Daily Joke: An elderly couple celebrated their 75th wedding anniversary

Jun 02, 2020
During the celebrations, the husband asks his wife a question. Source: Pexels.

An elderly couple was celebrating their 75th wedding anniversary. The old man leant forward and said softly to his wife: “Dear, there is something that I must ask you. It has always bothered me that our tenth child never quite looked like the rest of our children.

“Now I want to assure you that these 75 years have been the most wonderful experience I could have ever hoped for, and your answer cannot take that all that away. But, I must know, did he have a different father?”

The wife dropped her head, unable to look her husband in the eye, she paused for a moment and then confessed. “Yes.
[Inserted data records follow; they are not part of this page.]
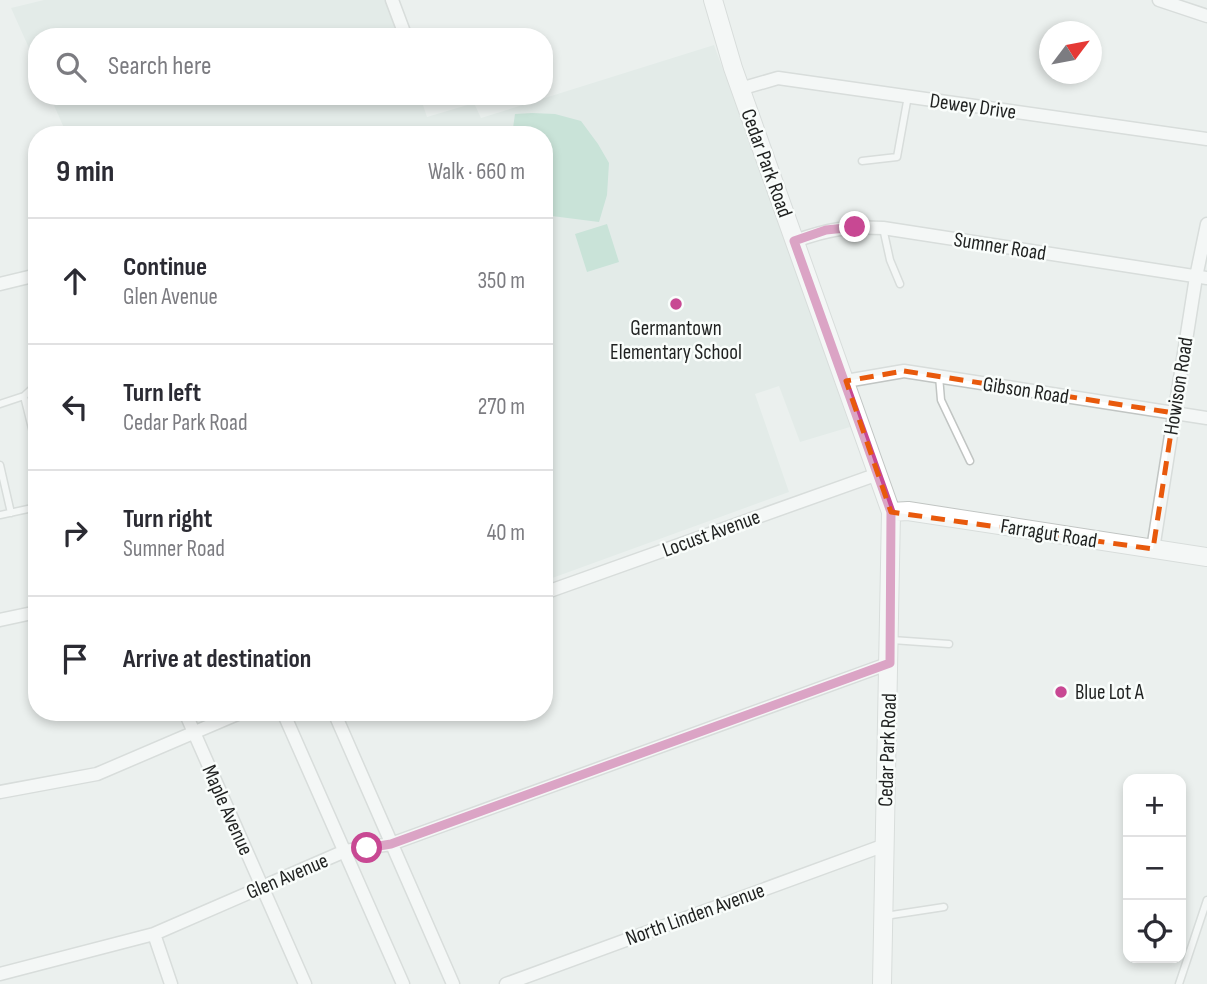 <!DOCTYPE html>
<html lang="en">
<head>
<meta charset="utf-8">
<style>
  body { margin:0; font-family:"Sofia Sans Condensed",sans-serif; background:#f7f7f7; color:#2b2b33 }
  .controls { position:absolute; right:21px; bottom:21px; display:grid; overflow:hidden; border-radius:14px; box-shadow:0 4px 10px #0003 }
  .controls button { width:63px; height:63px; display:grid; place-items:center; padding:0; border:0; border-bottom:2px solid #e1e1e2; background:#fff; color:#2b2b33; font:35px sans-serif }
  .compass { position:absolute; left:1039px; top:21px; width:63px; height:63px; border-radius:50%; background:#fff; box-shadow:0 4px 10px #0003; rotate:58deg }
  .stop { position:absolute; width:21px; height:21px; margin:-16px; border:5px solid #c84893; border-radius:50%; background:#fff }
  .stop.end { background:#c84893; border-color:#fff; box-shadow:0 2px 7px #0008 }
  .list { margin:0; padding:0; list-style:none }
  h2 { display:flex; justify-content:space-between; align-items:center; height:91px; margin:0; padding:0 28px; font-size:30px }
  h2 small { font-size:23px; font-weight:400; color:#7c7c81 }
  .list li { display:grid; grid-template-columns:46px 1fr auto; gap:21px; align-items:center; box-sizing:border-box; height:126px; padding:0 28px; border-top:2px solid #e1e1e2 }
  .list b { display:block; font-size:26px; white-space:nowrap }
  .list p { margin:0; font-size:23px; white-space:nowrap; color:#7c7c81 }
  .list em { font-size:23px; font-style:normal; color:#7c7c81 }
  .icon { flex:none; width:38px; height:38px; fill:none; stroke:currentColor; stroke-width:2; stroke-linecap:round; stroke-linejoin:round }
  .map { position:relative; flex:none; width:1207px; height:984px; overflow:hidden }
  .search { position:absolute; background:#fff; box-shadow:0 4px 10px #0003; left:28px; top:28px; width:525px; height:77px; display:flex; align-items:center; gap:18px; box-sizing:border-box; padding:0 24px; border-radius:28px; color:#7c7c81; font-size:26px }
  .panel { position:absolute; background:#fff; box-shadow:0 4px 10px #0003; left:28px; top:126px; width:525px; height:595px; border-radius:28px }
  .map>svg:first-child { display:block }
</style>
</head>
<body>
<div class="map">
<svg width="1207" height="984" viewBox="0 0 1207 984">
  <rect width="100%" height="100%" fill="#ebf0ee"/>
  <path fill="#d9e5e0" d="M44,0H385L398,37H37V66L11,8Z
    M714,45L779,221L850,427L800,442L779,386L755,394L789,492L544,581V135H67L50,96H420L427,117L474,103L481,118Z"/>
  <path fill="#9fd2bd" d="M532,113L555,114L581,121L598,144L609,163L607,195L599,222L544,215V135H512L515,114Z
    M607,224L619,262L587,272L575,234Z"/>
  <g fill="none" stroke-linecap="round" stroke-linejoin="round">
    <defs>
      <path id="lane" d="M862,161L897,157L908,96
        M883,228L890,260L900,284
        M939,376L941,400L970,461
        M24,396L37,449
        M0,404L24,396L37,384
        M0,465L11,513
        M0,515L37,507
        M892,640L949,644
        M885,916L944,907
        M1179,984L1207,900"/>
      <path id="street" d="M392,0L404,32
        M1159,0L1207,16
        M740,89L778,78L1207,139
        M795,241C829,229 847,226 883,228L1207,278
        M0,284L37,275
        M846,381L904,371L1207,418
        M1153,549L1196,277L1207,224
        M544,593L878,474
        M0,620L37,612
        M185,712L305,984
        M283,712L403,984
        M334,712L453,984
        M0,792L97,774L242,712
        M154,934L171,984
        M0,974L154,934L345,851L391,844L890,663
        M506,984L885,845"/>
      <path id="secondary" d="M713,0L733,68L891,512L882,984
        M891,512L908,511L1207,557"/>
    </defs>
    <use href="#lane" stroke="#c1c5c3" stroke-width="9"/>
    <use href="#street" stroke="#c1c5c3" stroke-width="15"/>
    <use href="#secondary" stroke="#c1c5c3" stroke-width="20"/>
    <use href="#lane" stroke="#fff" stroke-width="6"/>
    <use href="#street" stroke="#fff" stroke-width="12"/>
    <use href="#secondary" stroke="#fff" stroke-width="18"/>
  </g>
  <g fill="none" stroke-linecap="round" stroke-linejoin="round">
    <path stroke="#c84893" stroke-width="9" d="M367,848L391,844L890,663L891,512L794,241L826,230L855,227"/>
  </g>
  <path d="M0 0H1207V984H0ZM904,371L1174,413L1153,549L891,512L846,381Z" fill="#ebf0ee" fill-opacity=".55" fill-rule="evenodd"/>
  <path fill="none" stroke="#e8590c" stroke-width="5" stroke-dasharray="14 9" stroke-linejoin="round" d="M904,371L1174,413L1153,549L891,512L846,381Z"/>
  <g fill="#c84893" stroke="#f9fdfb" stroke-width="2.5">
    <circle cx="676" cy="304" r="7"/>
    <circle cx="1061" cy="692" r="7"/>
  </g>
  <g text-anchor="middle" stroke-width="5" stroke-linejoin="round" paint-order="stroke">
    <g font-size="21" fill="#1f2120" stroke="#f9fdfb">
      <text transform="translate(973 106) rotate(8)" y="7">Dewey Drive</text>
      <text transform="translate(767 163) rotate(70)" y="7">Cedar Park Road</text>
      <text transform="translate(1000 246) rotate(9)" y="7">Sumner Road</text>
      <text transform="translate(1178 386) rotate(-81)" y="7">Howison Road</text>
      <text transform="translate(1026 390) rotate(9)" y="7">Gibson Road</text>
      <text transform="translate(711 533) rotate(-20)" y="7">Locust Avenue</text>
      <text transform="translate(1049 533) rotate(9)" y="7">Farragut Road</text>
      <text transform="translate(887 750) rotate(-88)" y="7">Cedar Park Road</text>
      <text transform="translate(228 810) rotate(66)" y="7">Maple Avenue</text>
      <text transform="translate(287 876) rotate(-23)" y="7">Glen Avenue</text>
      <text transform="translate(695 914) rotate(-20)" y="7">North Linden Avenue</text>
    </g>
    <g font-size="21" fill="#1f2120" stroke="#f9fdfb">
      <text x="676" y="335">Germantown<tspan x="676" dy="24">Elementary School</tspan></text>
      <text x="1075" y="699" text-anchor="start">Blue Lot A</text>
    </g>
  </g>
</svg>
<div class="controls">
<button>+</button>
<button>−</button>
<button><svg class="icon" aria-label="locate" viewBox="0 0 24 24"><circle cx="12" cy="12" r="6"/><path d="M12 2v4M12 18v4M2 12h4M18 12h4"/></svg></button>
</div>
<svg class="compass" viewBox="-18 -18 36 36"><path d="M0-13l5 13h-10z" fill="#e53935"/><path d="M0 13l5-13h-10z" fill="#7c7c81"/></svg>
<div class="stop" style="left:367px;top:848px"></div>
<div class="stop end" style="left:855px;top:227px"></div>
<div class="search"><svg class="icon" aria-label="search" viewBox="0 0 24 24"><circle cx="10" cy="10" r="6"/><path d="M15 15l6 6"/></svg>Search here</div>
<section class="panel">
<h2>9 min<small>Walk · 660 m</small></h2>
<ul class="list">
<li><svg class="icon" aria-label="ahead" viewBox="0 0 24 24"><path d="M12 20V5M6 11l6-6 6 6"/></svg><div><b>Continue</b><p>Glen Avenue</p></div><em>350 m</em></li>
<li><svg class="icon" aria-label="left" viewBox="0 0 24 24"><path d="M17 20v-9H6M10 6l-5 5 5 5"/></svg><div><b>Turn left</b><p>Cedar Park Road</p></div><em>270 m</em></li>
<li><svg class="icon" aria-label="right" viewBox="0 0 24 24"><path d="M7 20v-9h11M14 6l5 5-5 5"/></svg><div><b>Turn right</b><p>Sumner Road</p></div><em>40 m</em></li>
<li><svg class="icon" aria-label="arrive" viewBox="0 0 24 24"><path d="M6 21V4h12l-3 4 3 4H6"/></svg><div><b>Arrive at destination</b></div></li>
</ul>
</section>
</div>
</body>
</html>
Yes he did.”

The old man was very shaken, the reality of what his wife was admitting hit him harder than he had expected.

With a tear in his eye he asked: “Who? Who was he? Who was the father?”

Again the old woman dropped her head, saying nothing at first as she tried to muster the courage to tell the truth to her husband. Then, finally, she said: “You, dear”.

A shy priest greets the wedding guests to the Chapel

A shy priest greets the wedding guests at the Chapel. He’s very nervous and doesn’t say much.

As the couple approach the altar the priest steps up and gives the best speech anyone has ever heard. He’s full of confidence, incredibly expressive and has everyone in fits of laughter!

After the vows, the priest is extremely shy and barely says a word to anyone.

The groom approaches the him and asks: “Why are you so shy? You seemed like a different person when you were giving that speech!”

“I know,” says the priest. “But that was just my altar ego.”

A man was chatting to his six-year-old son

A man was chatting to his six-year-old son. The little boy watched a lot of TV, so the dad asked: “If you found a couple of dollars and had to spend it, what would you buy?”

“A box of tampons,” he replied without hesitation.

“Tampons?” said the father, rather confused. “What would you do with them?”

“Well,” said the little boy. “I don’t know exactly, but it’s sure worth two dollars. With tampons, it says on the TV that you can go swimming, horseback riding, and skating, any time you want to!”